Without wanting to start the thread going around in circles :)

I don't know what I don't know - unless someone told me something I didn't know before and then I would know one thing I didn't know I didn't know
 
I'm told you can use a VPN to hide your true location, and I assume, say you are in the UK.
Some VPNs are free.
Just a warning, I use surfshark VPN and it messes with the BBC website something rotten, and that's in the UK. I fairness to it, it's fine with everything else, but I have to turn it off to look a the BBC website. Even if it set to a UK server it detects a VPN and plays up. I'm really saying don't spend a lot of money on a VPN subscription if you just want to look at BBC. You can get on their website out of the UK, but there's ads everywhere, and I'm not sure if the content's the same.
 
The BBC again, they won’t let you see the pics if you’re not in the uk, first one shows for a couple of seconds but then zilch, but it’s the sort of thing I like, seems very well preserved.
I had just this problem when for 15 years I lived in SW France until I took a £5 monthly subscription to 'Tunnel Bear', a very simple VPN (virtual private network) so by telling it I was in UK we could get all the BBC output. I still use it now to search obscure subjects happy in the knowledge I shan't get spammed by purveyors of Baffin Island midwives headresses etc..
 
Well thanks for that, but it’s like no ship construction I’ve ever seen, not that that says much lol.
The ribs are next to each other, so I had a look at the Mary Rose, and again it looks a most unusual construction to me, different layers running in opposite directions.
Just shows what I don’t know!
View attachment 176391

That pic reminds me of a viking longship reproduction they've been building, though the vid i saw was a good few years back so its probably been finished by now.

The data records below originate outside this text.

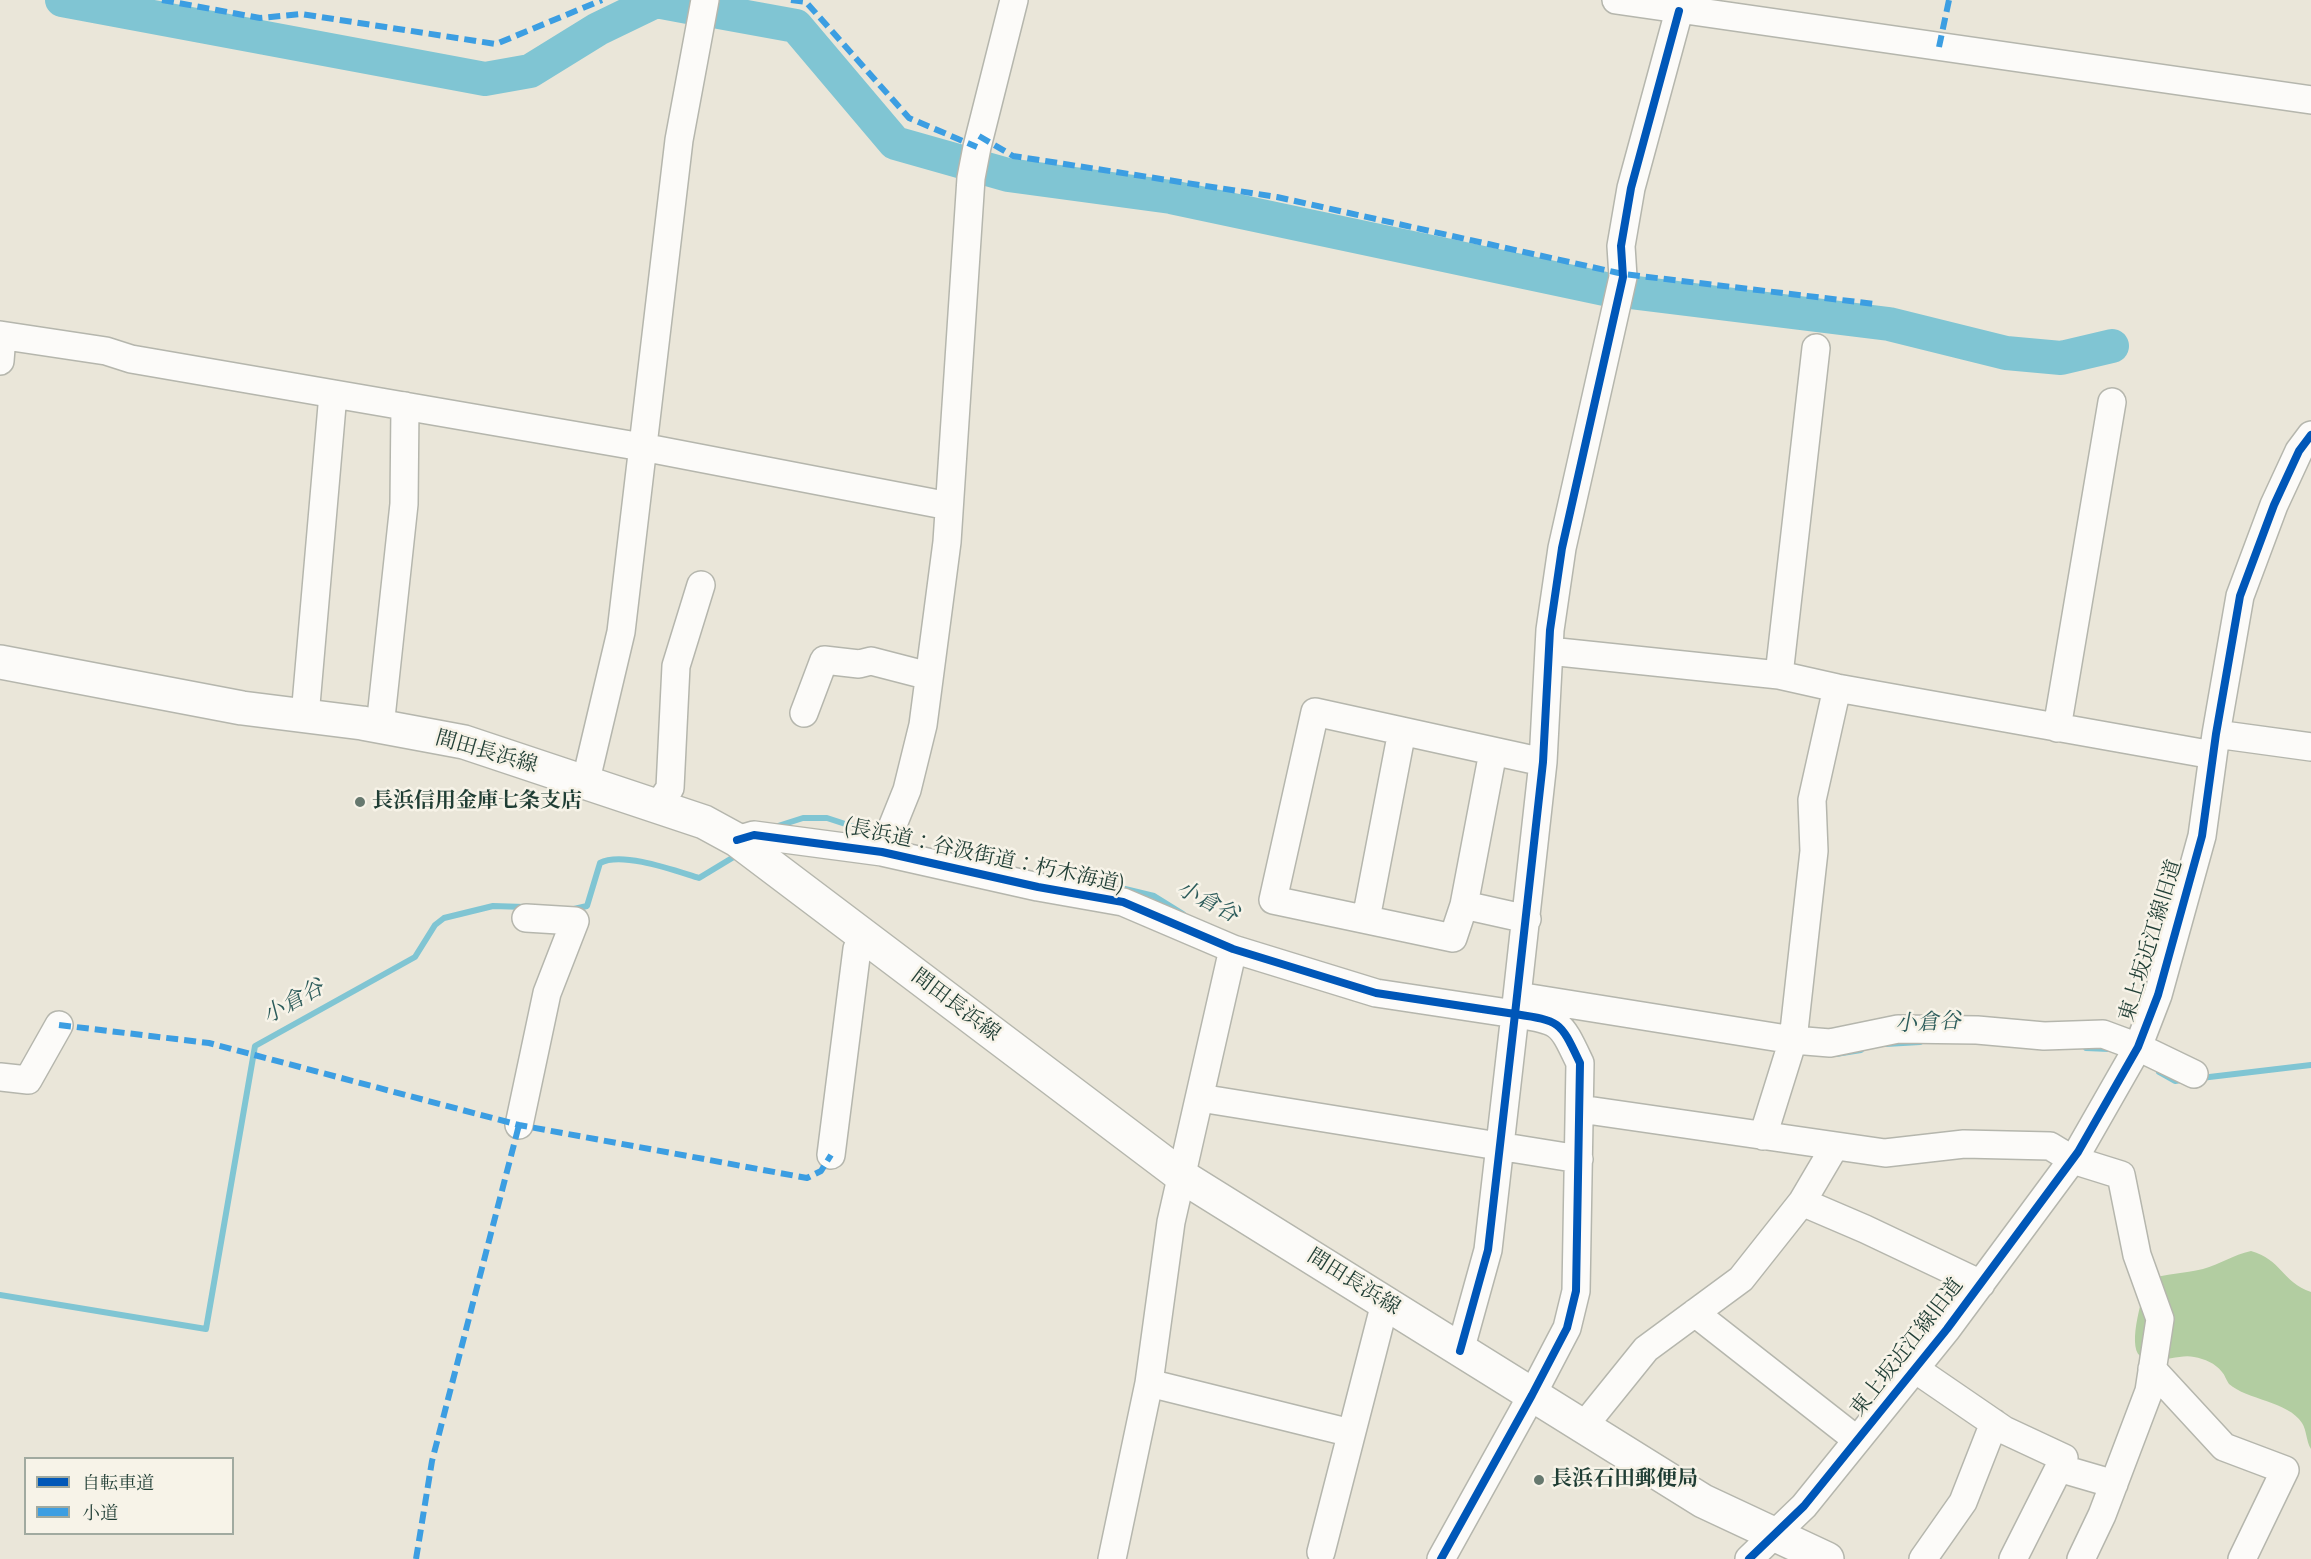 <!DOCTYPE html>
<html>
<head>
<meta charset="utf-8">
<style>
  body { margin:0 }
  #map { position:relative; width:2311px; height:1559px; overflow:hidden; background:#eae6d9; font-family:Cardo,"Noto Serif JP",serif }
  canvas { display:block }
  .legend { position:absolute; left:24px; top:1457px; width:210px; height:78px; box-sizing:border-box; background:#f7f3e8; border:2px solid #a1aaa0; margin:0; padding:8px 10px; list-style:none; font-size:18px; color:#1f3d34 }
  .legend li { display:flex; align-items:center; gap:12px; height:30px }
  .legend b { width:30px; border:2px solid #a1aaa0 }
</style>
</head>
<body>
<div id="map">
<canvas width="2311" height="1559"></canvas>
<ul class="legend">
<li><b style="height:8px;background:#0057b8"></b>自転車道</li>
<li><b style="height:8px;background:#3c9ee2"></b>小道</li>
</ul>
</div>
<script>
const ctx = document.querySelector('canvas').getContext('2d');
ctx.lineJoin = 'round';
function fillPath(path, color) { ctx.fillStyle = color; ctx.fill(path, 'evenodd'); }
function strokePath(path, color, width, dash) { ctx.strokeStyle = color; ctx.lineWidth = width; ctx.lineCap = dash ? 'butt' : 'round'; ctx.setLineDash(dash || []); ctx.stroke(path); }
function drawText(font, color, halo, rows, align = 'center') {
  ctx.font = font + ' Cardo,"Noto Serif JP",serif'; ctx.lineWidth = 5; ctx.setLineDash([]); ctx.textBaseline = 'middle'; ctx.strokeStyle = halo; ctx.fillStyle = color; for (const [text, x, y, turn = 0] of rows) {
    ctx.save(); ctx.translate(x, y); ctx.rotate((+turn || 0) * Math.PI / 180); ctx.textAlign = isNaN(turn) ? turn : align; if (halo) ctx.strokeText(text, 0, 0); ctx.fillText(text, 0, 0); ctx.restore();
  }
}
fillPath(new Path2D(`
  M2251 1251C2281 1259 2282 1282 2311 1292V1449C2306 1441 2307 1431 2302 1423 2288 1401 2247 1400 2229 1384 2226 1380 2225 1375 2222 1372 2215 1363 2205 1359 2194 1357 2178 1353 2154 1367 2140 1356 2127 1345 2143 1294 2148 1280 2166 1273 2184 1274 2203 1269 2220 1264 2233 1255 2251 1251Z`), '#b2cda1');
strokePath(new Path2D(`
  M778 826 803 818H827L876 834
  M1125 889 1154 896 1183 914
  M574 909 587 906 600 863C622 851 676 871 699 878L737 855
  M1886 1044 1920 1042
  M2086 1048 2109 1049
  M1836 1054 1861 1050
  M2159 1072 2175 1081 2182 1080
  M2201 1078 2311 1065
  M0 1295 206 1329 255 1046 415 957 435 925 444 918 493 906 525 907`), '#80c5d3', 6);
strokePath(new Path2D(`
  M62 0 485 79 530 71 598 29 656 1 688 7
  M719 12 796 26 895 143 1008 175 1171 197 1605 289 1889 324 2006 353 2061 358 2112 346`), '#80c5d3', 34);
const minor = new Path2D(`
  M1616 0 2311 100
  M0 335 106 351 131 359 642 447 949 506
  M0 361 2 336
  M1549 651 1779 675 1837 688 2213 755
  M1779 675 1816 348
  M804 713 824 660 859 664 871 661 929 676
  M305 716 333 394
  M380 727 404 504 405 406
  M2057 728 2112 402
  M2216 734 2311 747
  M1493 752 1464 905 1453 938 1273 900 1315 712 1543 762
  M585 784 621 632 679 140 705 0
  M657 807 670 788 676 666 701 585
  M737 840 754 835 882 852 1038 887 1123 902 1233 949 1376 993 1515 1014 1488 1250 1460 1351
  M882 852 907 790 923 725 947 542 971 178 977 147 1014 0
  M1464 905 1527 919
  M1366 919 1402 731
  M1524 997 1793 1040 1830 1043 1898 1029 1977 1030 2044 1036 2103 1034 2138 1047 2194 1074
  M0 1077 28 1080 59 1025
  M1200 1098 1579 1159
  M1580 1109 1885 1153 1964 1144 2050 1146 2073 1160 2121 1175 2137 1255 2160 1319 2149 1391 2102 1515 2081 1559
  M519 1125 547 993 575 921 526 918
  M1763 1136 1793 1040 1814 851 1812 800 1837 688
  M831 1155 857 949 863 936
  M1802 1202 1865 1229 1981 1284
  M1695 1313 1857 1440
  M1915 1369 2004 1430 2064 1458 2013 1559
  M2152 1369 2224 1447 2285 1470 2242 1559
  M1149 1383 1351 1433
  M1583 1427 1646 1349 1741 1279 1802 1202 1835 1146
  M2059 1468 2114 1484
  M1321 1552 1385 1303
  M1112 1559 1149 1383 1171 1222 1233 949
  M1441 1559 1532 1395 1567 1328 1576 1291 1580 1063C1560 1021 1561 1021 1515 1014L1543 762 1550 630 1562 548 1623 277 1621 246 1631 188 1679 11
  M1749 1559 1804 1506 1947 1329 2078 1152 2138 1047 2158 995 2202 836 2216 734 2240 596 2274 505 2299 451 2311 435
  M1923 1559 1963 1502 1994 1423`);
const major = new Path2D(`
  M0 662 242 708 362 723 464 742 704 822 737 840 1183 1177 1703 1501 1827 1559`);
strokePath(minor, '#b5b6ad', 30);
strokePath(major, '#b5b6ad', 36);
strokePath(minor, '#fcfbf9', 27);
strokePath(major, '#fcfbf9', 33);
strokePath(new Path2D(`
  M162 0 260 18 301 14 496 44 602 0
  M791 0 806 2 909 118 977 147
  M1939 47 1949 0
  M979 136 1013 156 1277 197 1623 274 1875 304
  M59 1025 209 1043 519 1125 807 1178 821 1171 831 1155
  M416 1559 432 1461 519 1125`), '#3c9ee2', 6, [12, 6]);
strokePath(new Path2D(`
  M737 840 754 835 882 852 1038 887 1123 902 1233 949 1376 993 1515 1014 1488 1250 1460 1351
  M1441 1559 1532 1395 1567 1328 1576 1291 1580 1063C1560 1021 1561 1021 1515 1014L1543 762 1550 630 1562 548 1623 277 1621 246 1631 188 1679 11
  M1749 1559 1804 1506 1947 1329 2078 1152 2138 1047 2158 995 2202 836 2216 734 2240 596 2274 505 2299 451 2311 435`), '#0057b8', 8);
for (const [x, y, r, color] of [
  [360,802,6,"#66786e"],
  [1539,1480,6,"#66786e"]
]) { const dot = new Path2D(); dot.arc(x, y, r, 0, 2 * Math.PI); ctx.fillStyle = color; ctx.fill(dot); strokePath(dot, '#f7f3e8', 2); }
drawText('21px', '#1f3d34', '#f7f3e8', [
  ["間田長浜線",486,753,16],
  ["(長浜道：谷汲街道：朽木海道)",984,857,12],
  ["東上坂近江線旧道",2152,941,-73],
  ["間田長浜線",955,1006,37],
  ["間田長浜線",1353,1283,32],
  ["東上坂近江線旧道",1908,1348,-52]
]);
drawText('bold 21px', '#1f3d34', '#f7f3e8', [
  ["長浜信用金庫七条支店",372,802],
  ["長浜石田郵便局",1551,1480]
], 'left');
drawText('italic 22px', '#2c5c5b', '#f7f3e8', [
  ["小倉谷",1207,903,27],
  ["小倉谷",294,1003,-29],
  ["小倉谷",1928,1024,-3]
]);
</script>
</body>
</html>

Quick YT search has the vid, and it sailing.
I'd love to have worked on something like this. a great big f*** off build.


 
That pic reminds me of a viking longship reproduction they've been building, though the vid i saw was a good few years back so its probably been finished by now.

Quick YT search has the vid, and it sailing.
I'd love to have worked on something like this. a great big f*** off build.



Thanks TRITON that’s an incredible build. All those scarf joints and tar etc, quite wonderful. And it REALLY shifted when at sea!